**Assigned task**
Where a line of the data holds the word "image", copy that line.

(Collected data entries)
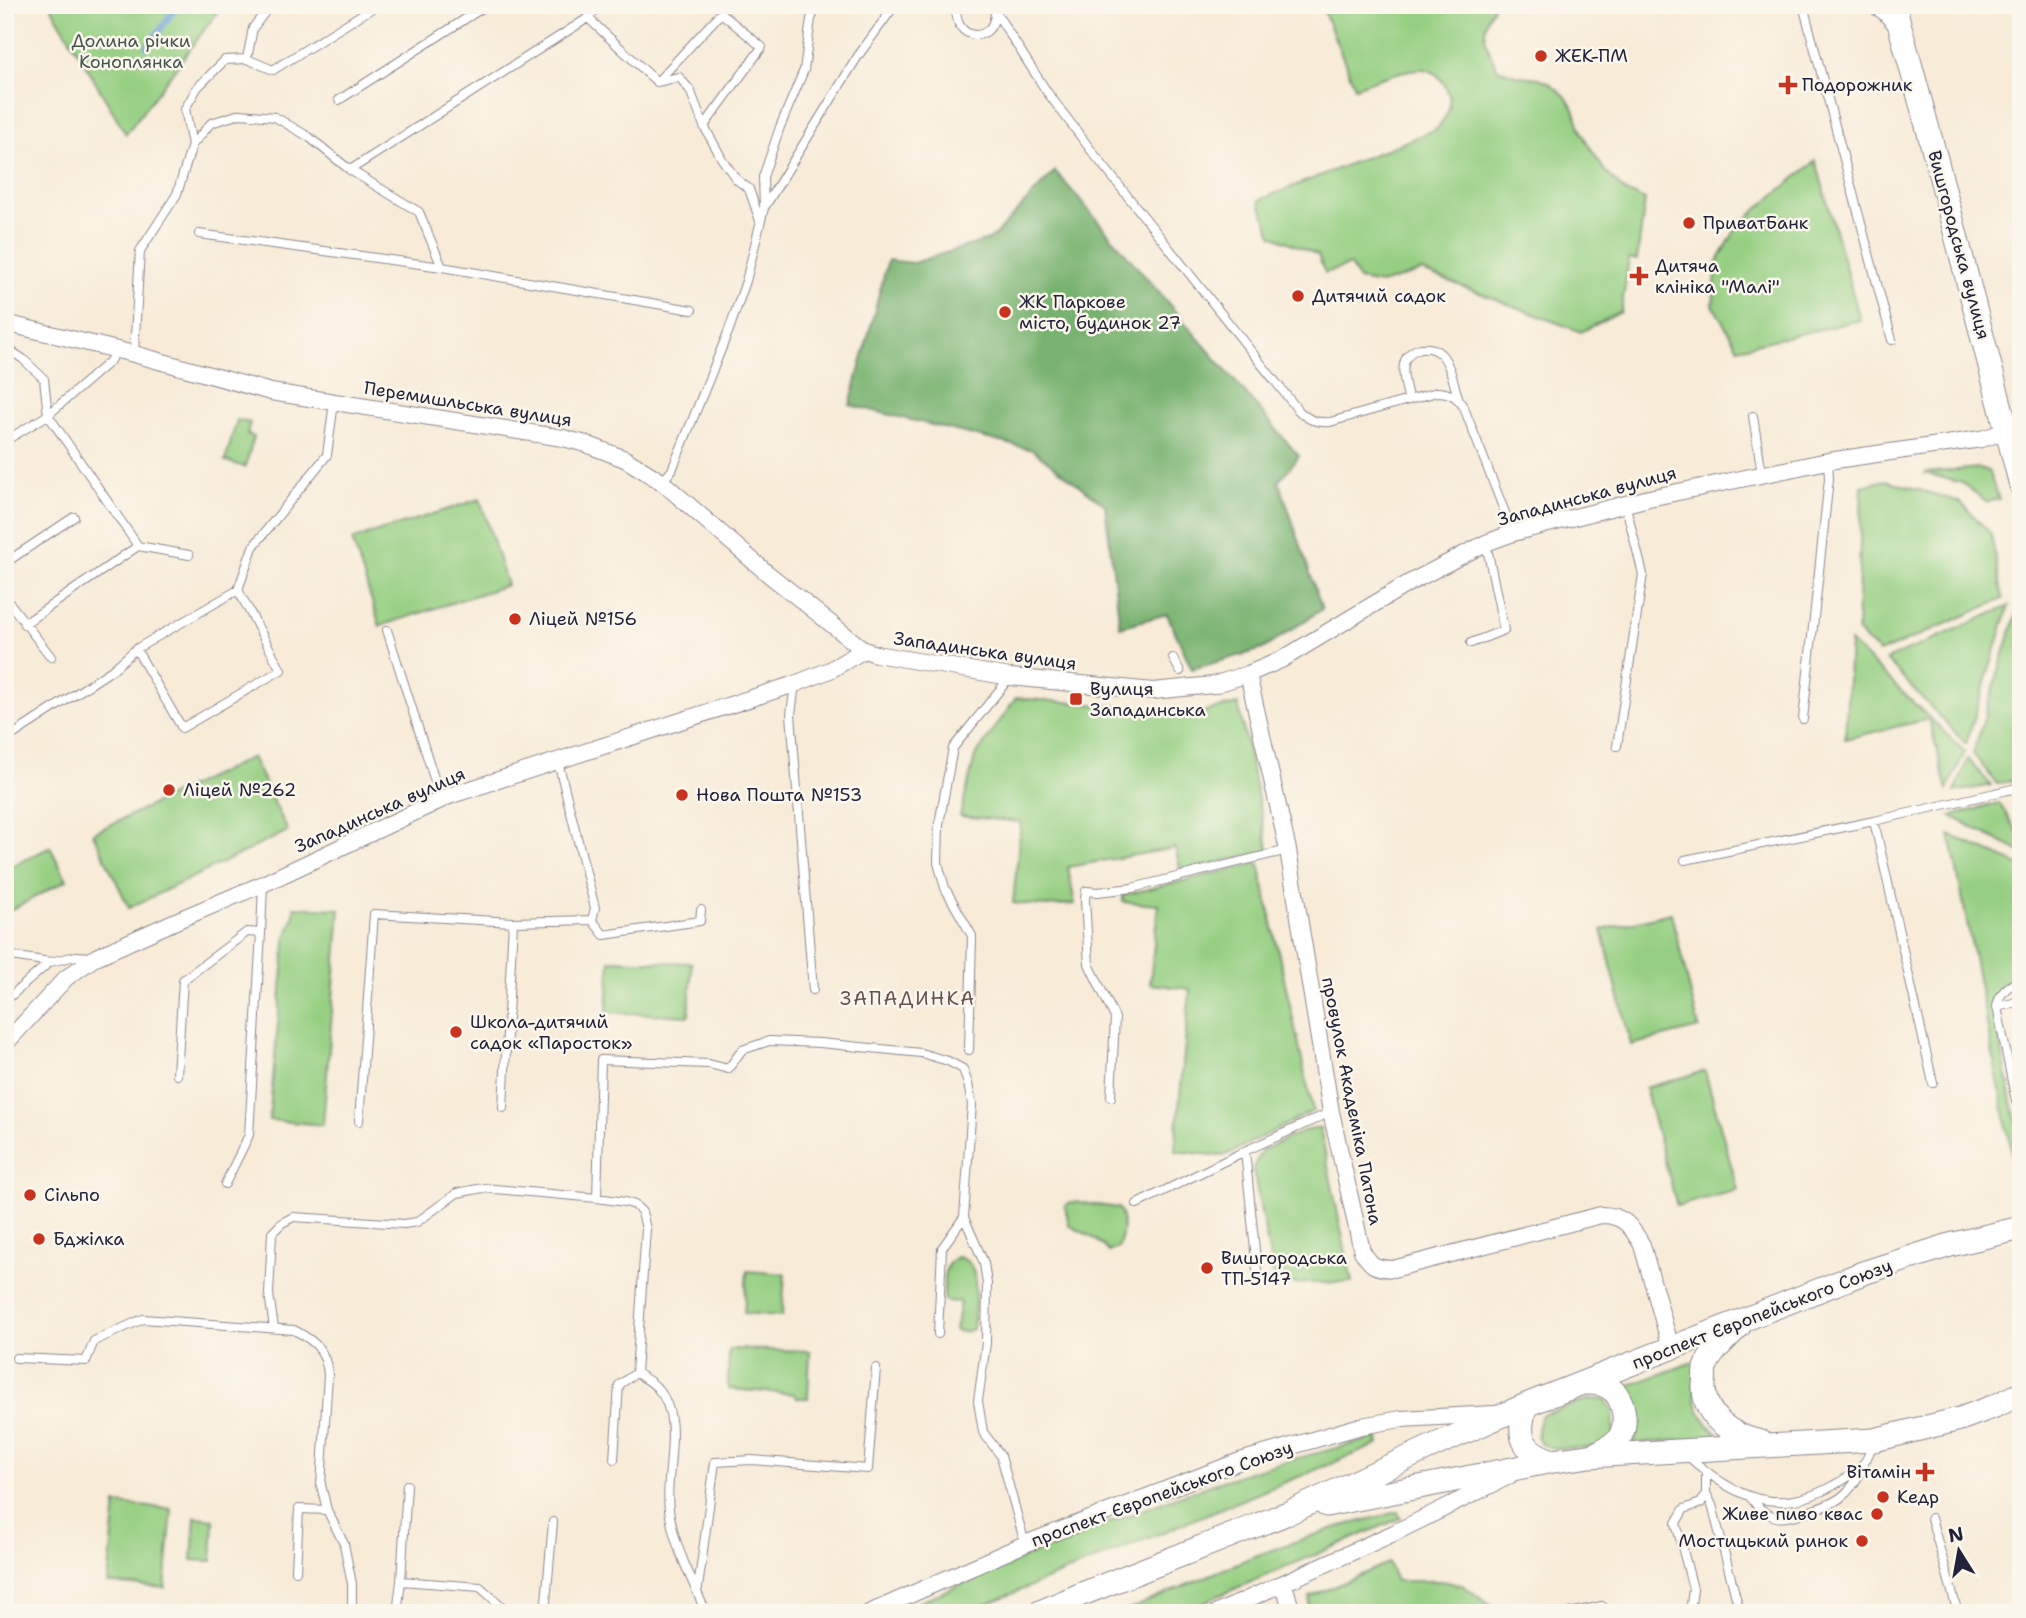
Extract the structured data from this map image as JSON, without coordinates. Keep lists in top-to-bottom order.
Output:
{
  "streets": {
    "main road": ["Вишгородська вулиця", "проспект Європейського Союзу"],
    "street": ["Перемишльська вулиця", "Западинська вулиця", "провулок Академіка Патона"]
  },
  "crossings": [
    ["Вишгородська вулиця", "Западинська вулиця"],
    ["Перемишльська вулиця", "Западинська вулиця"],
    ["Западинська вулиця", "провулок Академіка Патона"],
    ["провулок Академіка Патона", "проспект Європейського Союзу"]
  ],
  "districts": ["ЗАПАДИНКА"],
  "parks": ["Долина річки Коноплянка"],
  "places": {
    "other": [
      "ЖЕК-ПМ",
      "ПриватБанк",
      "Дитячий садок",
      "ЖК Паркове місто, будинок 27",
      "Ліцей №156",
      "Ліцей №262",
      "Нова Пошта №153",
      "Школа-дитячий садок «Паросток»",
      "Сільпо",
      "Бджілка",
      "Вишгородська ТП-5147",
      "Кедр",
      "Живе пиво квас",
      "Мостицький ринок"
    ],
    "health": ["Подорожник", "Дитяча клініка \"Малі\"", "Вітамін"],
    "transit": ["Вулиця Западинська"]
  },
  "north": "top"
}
--
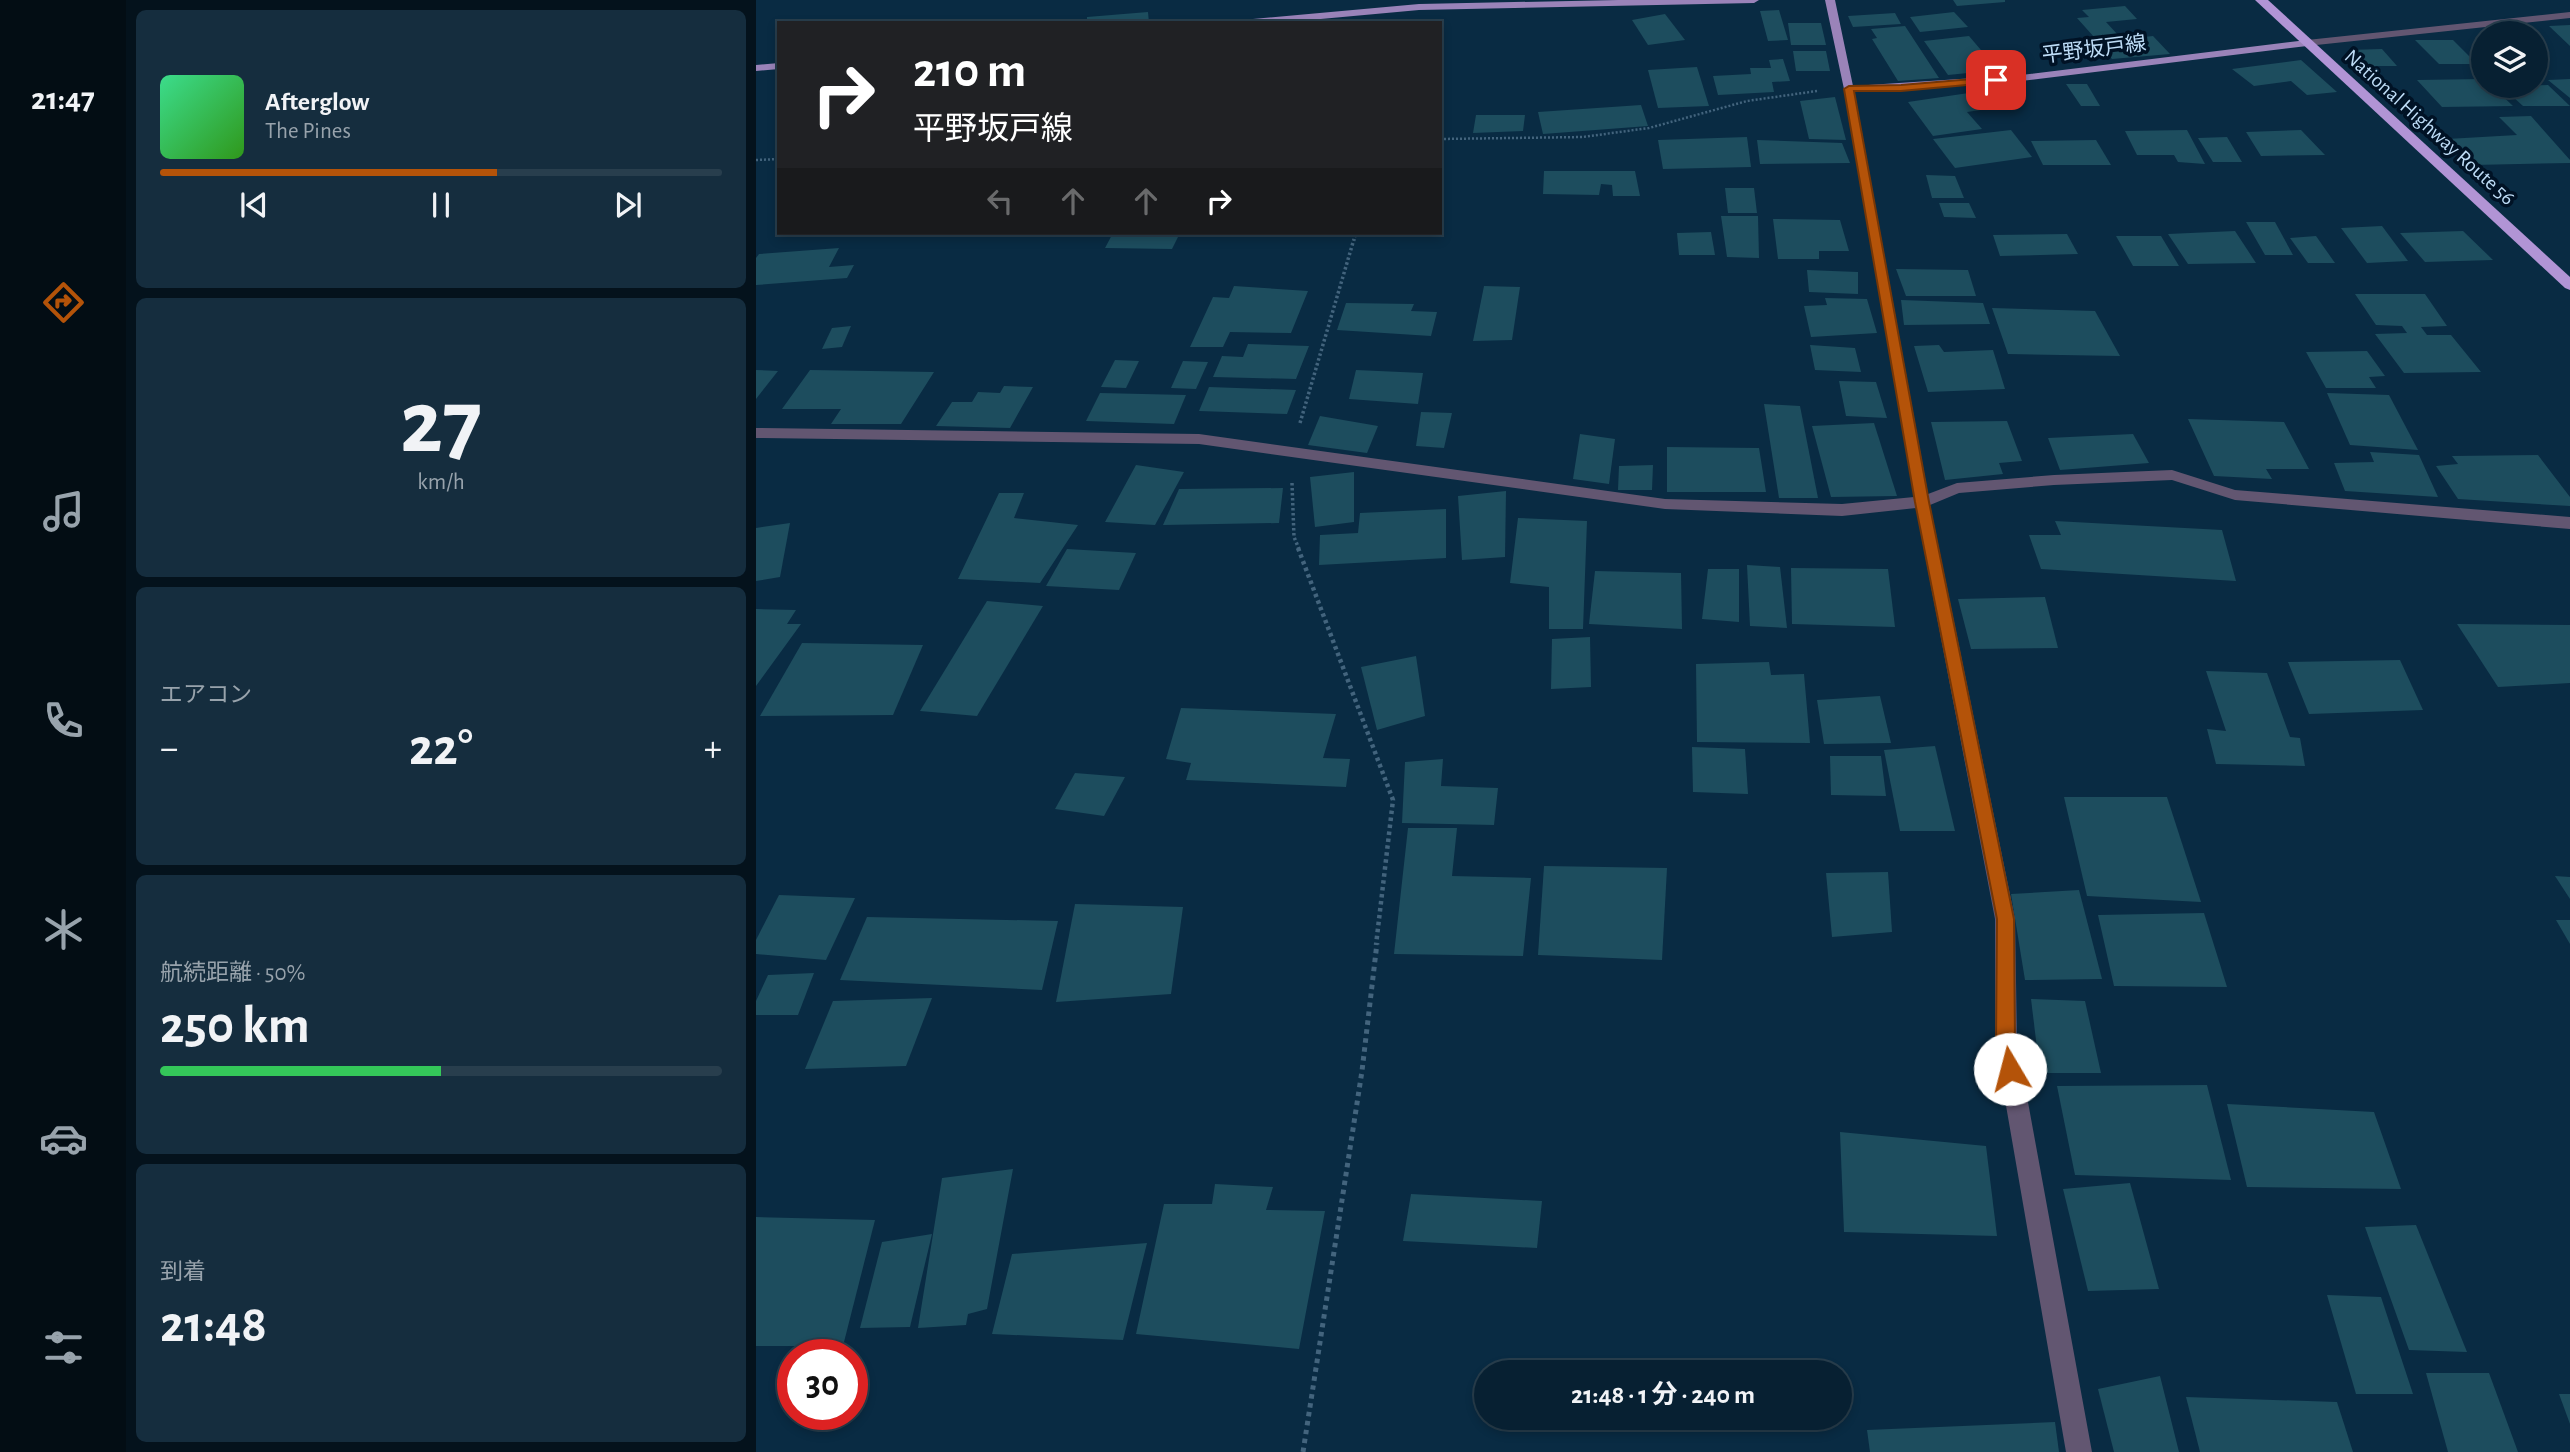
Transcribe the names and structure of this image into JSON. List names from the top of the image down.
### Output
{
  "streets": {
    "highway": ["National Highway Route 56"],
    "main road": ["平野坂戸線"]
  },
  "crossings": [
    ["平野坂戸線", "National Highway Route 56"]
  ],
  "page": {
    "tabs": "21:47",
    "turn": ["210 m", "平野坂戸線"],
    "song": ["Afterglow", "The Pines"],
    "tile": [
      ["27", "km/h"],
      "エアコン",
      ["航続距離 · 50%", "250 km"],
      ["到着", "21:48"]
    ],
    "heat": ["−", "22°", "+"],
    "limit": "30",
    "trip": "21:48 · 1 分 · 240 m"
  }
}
* * *
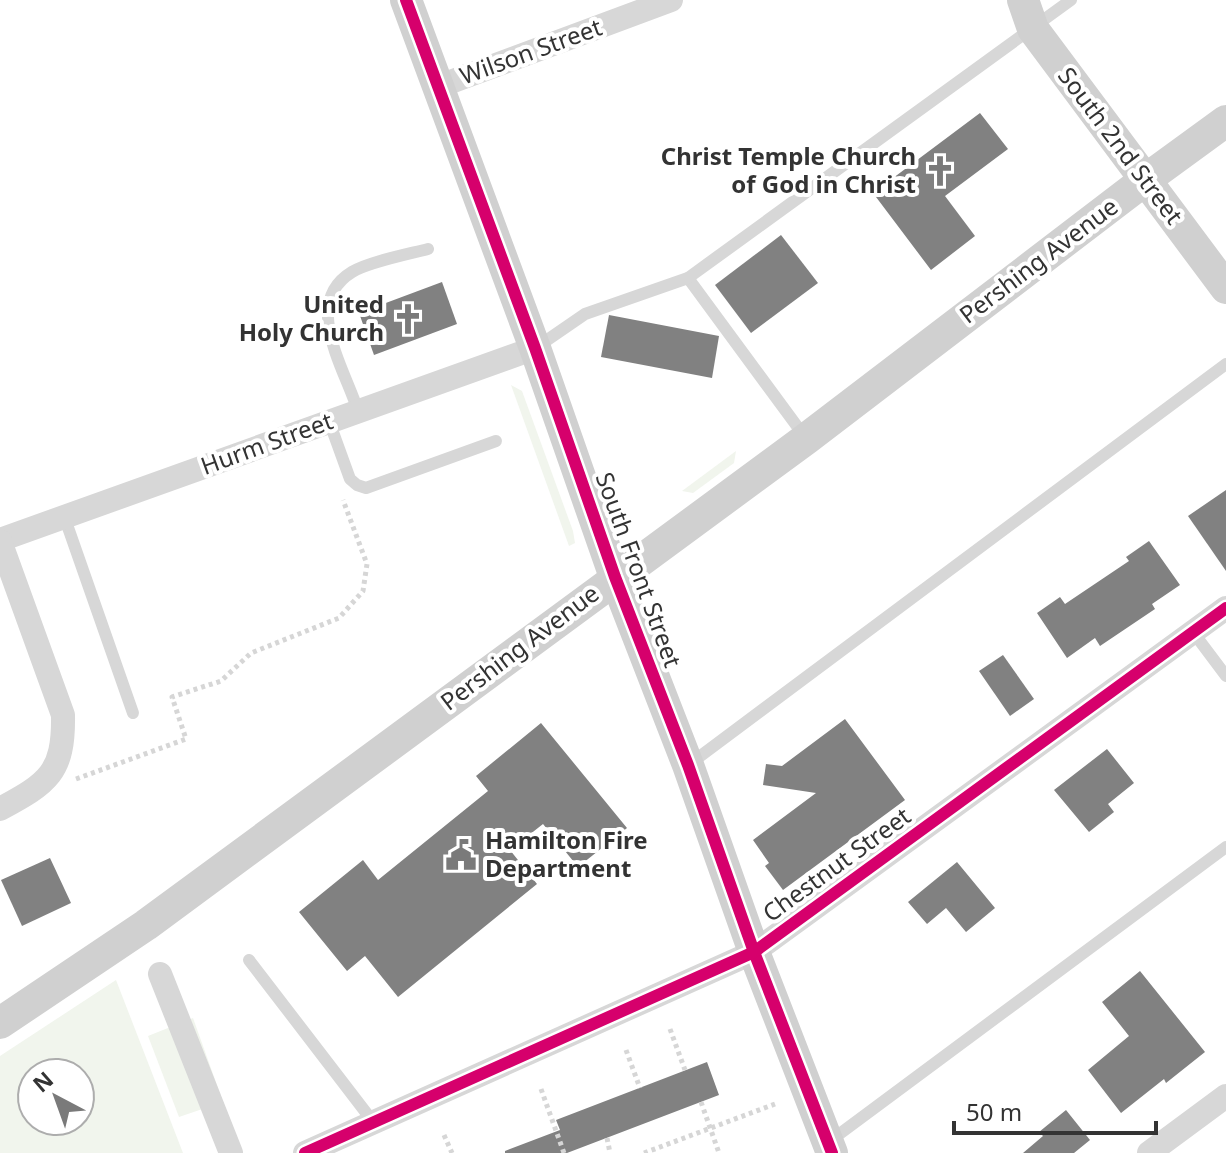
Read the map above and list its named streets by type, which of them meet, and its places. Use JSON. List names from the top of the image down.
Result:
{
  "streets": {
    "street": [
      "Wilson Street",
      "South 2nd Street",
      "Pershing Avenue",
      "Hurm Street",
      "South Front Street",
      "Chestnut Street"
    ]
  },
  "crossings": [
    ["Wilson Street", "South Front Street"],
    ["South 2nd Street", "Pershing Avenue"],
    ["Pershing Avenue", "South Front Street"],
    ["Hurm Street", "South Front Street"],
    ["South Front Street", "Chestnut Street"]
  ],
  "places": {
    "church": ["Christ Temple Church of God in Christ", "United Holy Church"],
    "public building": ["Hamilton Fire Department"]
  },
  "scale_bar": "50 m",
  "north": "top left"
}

**Your solution**
Extract the structured data from this map image as JSON, without coordinates. Keep lists in top-to-bottom order.
Transcribe the names and structure of this image into JSON. List names from the top of the image down.
Read the map above and list its named streets by type, which of them meet, and its places. Use JSON. List names from the top of the image down.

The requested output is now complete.